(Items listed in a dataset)
====
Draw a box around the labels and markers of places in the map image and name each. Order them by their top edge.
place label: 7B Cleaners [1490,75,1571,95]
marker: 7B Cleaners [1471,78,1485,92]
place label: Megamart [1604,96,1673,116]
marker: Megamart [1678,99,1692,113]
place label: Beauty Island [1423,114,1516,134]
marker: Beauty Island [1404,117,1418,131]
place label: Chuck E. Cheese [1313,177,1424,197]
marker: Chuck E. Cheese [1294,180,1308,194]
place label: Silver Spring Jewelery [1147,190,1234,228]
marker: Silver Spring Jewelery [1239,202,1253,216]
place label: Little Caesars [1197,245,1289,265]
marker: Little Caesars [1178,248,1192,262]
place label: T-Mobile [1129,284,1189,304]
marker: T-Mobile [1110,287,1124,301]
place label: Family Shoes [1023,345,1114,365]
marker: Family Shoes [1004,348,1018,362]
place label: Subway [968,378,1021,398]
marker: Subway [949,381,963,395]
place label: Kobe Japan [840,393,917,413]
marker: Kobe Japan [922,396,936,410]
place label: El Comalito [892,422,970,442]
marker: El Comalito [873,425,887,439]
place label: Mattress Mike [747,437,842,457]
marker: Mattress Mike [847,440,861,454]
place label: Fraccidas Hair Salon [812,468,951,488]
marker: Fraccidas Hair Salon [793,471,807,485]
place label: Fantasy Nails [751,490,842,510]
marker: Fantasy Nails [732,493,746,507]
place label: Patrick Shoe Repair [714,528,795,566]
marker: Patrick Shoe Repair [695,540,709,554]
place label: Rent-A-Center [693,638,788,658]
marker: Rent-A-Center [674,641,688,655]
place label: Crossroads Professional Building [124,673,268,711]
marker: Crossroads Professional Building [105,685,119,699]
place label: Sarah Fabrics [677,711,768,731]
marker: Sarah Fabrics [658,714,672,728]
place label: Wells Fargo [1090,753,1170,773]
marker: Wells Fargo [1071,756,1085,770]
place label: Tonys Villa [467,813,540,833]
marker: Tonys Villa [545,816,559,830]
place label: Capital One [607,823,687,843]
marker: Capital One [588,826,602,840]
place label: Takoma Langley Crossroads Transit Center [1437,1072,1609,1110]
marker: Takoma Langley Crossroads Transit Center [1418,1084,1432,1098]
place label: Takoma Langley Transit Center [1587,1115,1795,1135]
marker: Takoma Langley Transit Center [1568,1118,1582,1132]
====
What to work on:
Scan the records for the word "Rent", and copy each line where it is found.

Answer to the problem:
place label: Rent-A-Center [693,638,788,658]
marker: Rent-A-Center [674,641,688,655]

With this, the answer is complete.